> **Exercise description**
Scan the entries below and extract each line with the word "they" in it.

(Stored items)
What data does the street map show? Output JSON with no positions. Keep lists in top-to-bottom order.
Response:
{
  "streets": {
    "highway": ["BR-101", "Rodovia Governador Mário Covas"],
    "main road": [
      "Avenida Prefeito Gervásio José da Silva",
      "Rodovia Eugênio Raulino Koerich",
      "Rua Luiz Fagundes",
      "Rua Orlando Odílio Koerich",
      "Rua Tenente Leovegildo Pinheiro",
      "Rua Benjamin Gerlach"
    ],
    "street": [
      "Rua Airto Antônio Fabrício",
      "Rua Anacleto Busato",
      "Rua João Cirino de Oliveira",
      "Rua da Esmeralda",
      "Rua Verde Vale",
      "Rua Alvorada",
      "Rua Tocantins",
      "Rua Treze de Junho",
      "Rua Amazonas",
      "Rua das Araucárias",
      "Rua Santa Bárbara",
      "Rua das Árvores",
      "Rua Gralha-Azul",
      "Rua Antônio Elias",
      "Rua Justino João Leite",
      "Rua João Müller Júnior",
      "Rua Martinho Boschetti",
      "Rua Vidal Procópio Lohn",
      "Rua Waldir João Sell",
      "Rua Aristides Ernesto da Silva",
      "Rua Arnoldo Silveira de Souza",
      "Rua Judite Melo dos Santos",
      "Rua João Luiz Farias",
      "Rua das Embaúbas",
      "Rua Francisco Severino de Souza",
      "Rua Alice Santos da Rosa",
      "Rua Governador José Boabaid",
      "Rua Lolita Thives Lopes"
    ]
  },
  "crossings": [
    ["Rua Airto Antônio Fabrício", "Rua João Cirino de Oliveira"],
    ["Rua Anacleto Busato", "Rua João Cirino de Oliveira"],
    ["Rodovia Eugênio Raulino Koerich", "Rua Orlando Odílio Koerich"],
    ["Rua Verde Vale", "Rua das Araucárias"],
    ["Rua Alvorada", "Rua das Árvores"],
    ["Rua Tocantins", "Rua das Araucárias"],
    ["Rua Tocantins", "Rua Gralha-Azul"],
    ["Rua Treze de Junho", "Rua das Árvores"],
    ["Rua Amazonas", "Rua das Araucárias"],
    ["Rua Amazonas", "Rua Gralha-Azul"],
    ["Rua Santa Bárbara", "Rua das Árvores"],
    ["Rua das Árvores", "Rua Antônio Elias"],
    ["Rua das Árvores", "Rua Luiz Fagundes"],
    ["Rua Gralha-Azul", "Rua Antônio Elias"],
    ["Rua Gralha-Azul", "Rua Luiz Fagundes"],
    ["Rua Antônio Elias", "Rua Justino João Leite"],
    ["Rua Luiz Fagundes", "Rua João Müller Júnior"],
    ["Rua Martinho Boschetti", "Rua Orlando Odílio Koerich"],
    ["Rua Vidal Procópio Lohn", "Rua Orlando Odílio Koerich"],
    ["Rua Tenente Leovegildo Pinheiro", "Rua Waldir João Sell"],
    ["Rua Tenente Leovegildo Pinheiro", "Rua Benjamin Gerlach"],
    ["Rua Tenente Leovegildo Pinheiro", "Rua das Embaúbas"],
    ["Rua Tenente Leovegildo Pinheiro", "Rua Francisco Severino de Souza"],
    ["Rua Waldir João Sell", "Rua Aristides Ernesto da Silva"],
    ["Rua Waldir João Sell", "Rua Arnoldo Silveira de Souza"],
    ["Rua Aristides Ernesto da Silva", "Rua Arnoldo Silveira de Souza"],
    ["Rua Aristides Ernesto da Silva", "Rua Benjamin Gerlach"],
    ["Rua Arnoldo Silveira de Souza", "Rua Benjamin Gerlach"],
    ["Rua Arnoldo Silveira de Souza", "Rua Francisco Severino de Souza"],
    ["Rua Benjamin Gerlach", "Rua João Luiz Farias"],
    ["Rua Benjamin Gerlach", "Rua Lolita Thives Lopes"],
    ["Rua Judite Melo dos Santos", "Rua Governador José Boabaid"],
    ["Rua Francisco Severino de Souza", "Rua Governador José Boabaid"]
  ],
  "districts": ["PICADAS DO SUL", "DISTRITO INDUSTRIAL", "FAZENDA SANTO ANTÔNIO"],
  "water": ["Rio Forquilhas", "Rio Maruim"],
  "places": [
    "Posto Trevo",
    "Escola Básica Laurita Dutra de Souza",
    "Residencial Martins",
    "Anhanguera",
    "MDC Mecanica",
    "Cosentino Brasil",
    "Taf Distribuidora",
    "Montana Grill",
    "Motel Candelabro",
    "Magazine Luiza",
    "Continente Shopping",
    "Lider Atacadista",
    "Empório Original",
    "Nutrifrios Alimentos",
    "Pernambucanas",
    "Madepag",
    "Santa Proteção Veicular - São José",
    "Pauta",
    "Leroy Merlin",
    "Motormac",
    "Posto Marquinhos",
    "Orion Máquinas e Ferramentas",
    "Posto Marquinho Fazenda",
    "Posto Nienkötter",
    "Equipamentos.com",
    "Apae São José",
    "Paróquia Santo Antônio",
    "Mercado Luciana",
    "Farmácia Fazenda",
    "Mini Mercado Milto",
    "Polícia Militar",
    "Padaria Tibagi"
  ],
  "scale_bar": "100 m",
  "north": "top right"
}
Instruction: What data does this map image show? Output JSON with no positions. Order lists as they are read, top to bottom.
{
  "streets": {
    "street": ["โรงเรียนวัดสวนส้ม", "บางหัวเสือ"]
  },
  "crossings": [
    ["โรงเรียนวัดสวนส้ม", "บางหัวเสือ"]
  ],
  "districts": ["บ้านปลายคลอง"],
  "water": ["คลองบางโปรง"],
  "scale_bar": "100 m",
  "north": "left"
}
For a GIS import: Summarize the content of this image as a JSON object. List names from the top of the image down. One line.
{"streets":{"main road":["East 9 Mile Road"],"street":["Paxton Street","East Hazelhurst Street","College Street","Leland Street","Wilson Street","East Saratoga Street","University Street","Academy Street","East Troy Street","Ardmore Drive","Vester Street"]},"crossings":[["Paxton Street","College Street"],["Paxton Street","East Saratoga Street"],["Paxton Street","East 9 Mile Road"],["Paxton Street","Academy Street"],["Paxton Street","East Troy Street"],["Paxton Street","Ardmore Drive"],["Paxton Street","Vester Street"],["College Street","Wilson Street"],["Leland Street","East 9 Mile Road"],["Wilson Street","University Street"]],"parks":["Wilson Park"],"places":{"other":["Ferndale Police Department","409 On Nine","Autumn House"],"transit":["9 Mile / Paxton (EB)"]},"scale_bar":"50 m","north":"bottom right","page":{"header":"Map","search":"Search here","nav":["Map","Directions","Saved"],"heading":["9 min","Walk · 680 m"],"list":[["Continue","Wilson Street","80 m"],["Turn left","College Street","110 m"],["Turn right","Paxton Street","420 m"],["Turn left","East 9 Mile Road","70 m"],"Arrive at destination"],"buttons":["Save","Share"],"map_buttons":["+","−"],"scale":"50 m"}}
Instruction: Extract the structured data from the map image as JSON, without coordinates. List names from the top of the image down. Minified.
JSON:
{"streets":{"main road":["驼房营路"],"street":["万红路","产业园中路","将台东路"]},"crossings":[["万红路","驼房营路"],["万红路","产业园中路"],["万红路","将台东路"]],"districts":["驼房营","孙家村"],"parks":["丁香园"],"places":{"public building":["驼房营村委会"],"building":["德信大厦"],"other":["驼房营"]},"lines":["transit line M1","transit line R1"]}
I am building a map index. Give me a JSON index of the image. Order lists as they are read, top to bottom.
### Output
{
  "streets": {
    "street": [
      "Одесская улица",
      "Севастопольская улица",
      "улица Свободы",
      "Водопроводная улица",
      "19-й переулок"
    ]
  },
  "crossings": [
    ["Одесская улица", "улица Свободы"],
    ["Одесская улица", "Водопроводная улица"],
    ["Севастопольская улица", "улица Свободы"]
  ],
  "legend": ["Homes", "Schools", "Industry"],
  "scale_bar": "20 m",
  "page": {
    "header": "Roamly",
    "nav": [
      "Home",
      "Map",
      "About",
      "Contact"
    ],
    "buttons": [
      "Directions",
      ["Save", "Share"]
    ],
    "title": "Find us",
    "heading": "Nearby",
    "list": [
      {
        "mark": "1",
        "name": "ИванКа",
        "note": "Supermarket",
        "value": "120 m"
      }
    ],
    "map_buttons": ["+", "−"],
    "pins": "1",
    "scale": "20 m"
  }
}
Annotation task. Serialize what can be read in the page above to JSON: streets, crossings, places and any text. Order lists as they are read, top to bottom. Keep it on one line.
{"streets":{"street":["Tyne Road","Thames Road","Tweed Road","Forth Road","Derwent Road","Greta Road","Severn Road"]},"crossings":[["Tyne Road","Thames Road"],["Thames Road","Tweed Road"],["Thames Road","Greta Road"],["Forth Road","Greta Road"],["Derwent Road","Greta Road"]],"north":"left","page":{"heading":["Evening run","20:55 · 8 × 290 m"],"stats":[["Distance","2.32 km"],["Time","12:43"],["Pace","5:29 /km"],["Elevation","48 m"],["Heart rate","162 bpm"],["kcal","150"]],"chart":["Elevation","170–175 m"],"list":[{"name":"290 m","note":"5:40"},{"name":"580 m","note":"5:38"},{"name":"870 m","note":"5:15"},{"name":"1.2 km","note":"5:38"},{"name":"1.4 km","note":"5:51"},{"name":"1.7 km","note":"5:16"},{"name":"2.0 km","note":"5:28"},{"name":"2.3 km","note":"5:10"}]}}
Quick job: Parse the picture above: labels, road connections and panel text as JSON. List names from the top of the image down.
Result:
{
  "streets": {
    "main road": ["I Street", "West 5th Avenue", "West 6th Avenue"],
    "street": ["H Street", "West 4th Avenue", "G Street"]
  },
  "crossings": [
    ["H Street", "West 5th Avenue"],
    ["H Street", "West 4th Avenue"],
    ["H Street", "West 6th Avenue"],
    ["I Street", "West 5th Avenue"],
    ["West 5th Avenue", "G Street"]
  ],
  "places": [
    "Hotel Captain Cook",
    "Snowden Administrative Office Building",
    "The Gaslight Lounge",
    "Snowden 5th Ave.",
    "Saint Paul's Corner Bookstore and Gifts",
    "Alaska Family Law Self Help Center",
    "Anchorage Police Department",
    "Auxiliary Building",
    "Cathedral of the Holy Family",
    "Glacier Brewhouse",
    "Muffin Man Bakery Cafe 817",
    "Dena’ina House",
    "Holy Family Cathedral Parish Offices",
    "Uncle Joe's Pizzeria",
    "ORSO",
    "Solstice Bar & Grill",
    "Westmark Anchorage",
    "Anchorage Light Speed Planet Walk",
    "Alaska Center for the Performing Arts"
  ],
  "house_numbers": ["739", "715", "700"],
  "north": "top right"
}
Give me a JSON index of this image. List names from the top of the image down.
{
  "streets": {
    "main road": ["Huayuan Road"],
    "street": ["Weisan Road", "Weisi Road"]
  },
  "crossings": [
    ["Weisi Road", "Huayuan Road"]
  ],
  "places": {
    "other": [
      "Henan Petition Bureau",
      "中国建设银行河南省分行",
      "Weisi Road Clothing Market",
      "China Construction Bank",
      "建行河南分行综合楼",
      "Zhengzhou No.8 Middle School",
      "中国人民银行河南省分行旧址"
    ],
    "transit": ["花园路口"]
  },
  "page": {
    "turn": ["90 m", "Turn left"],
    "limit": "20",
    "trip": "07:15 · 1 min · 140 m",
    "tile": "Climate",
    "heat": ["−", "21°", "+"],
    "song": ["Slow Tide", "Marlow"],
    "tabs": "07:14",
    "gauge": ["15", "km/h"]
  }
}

> **Task response**
Instruction: What data does this map image show? Output JSON with no positions. Order lists as they are read, top to bottom.
I am building a map index. Give me a JSON index of the image. Order lists as they are read, top to bottom.
Annotation task. Serialize what can be read in the page above to JSON: streets, crossings, places and any text. Order lists as they are read, top to bottom. Keep it on one line.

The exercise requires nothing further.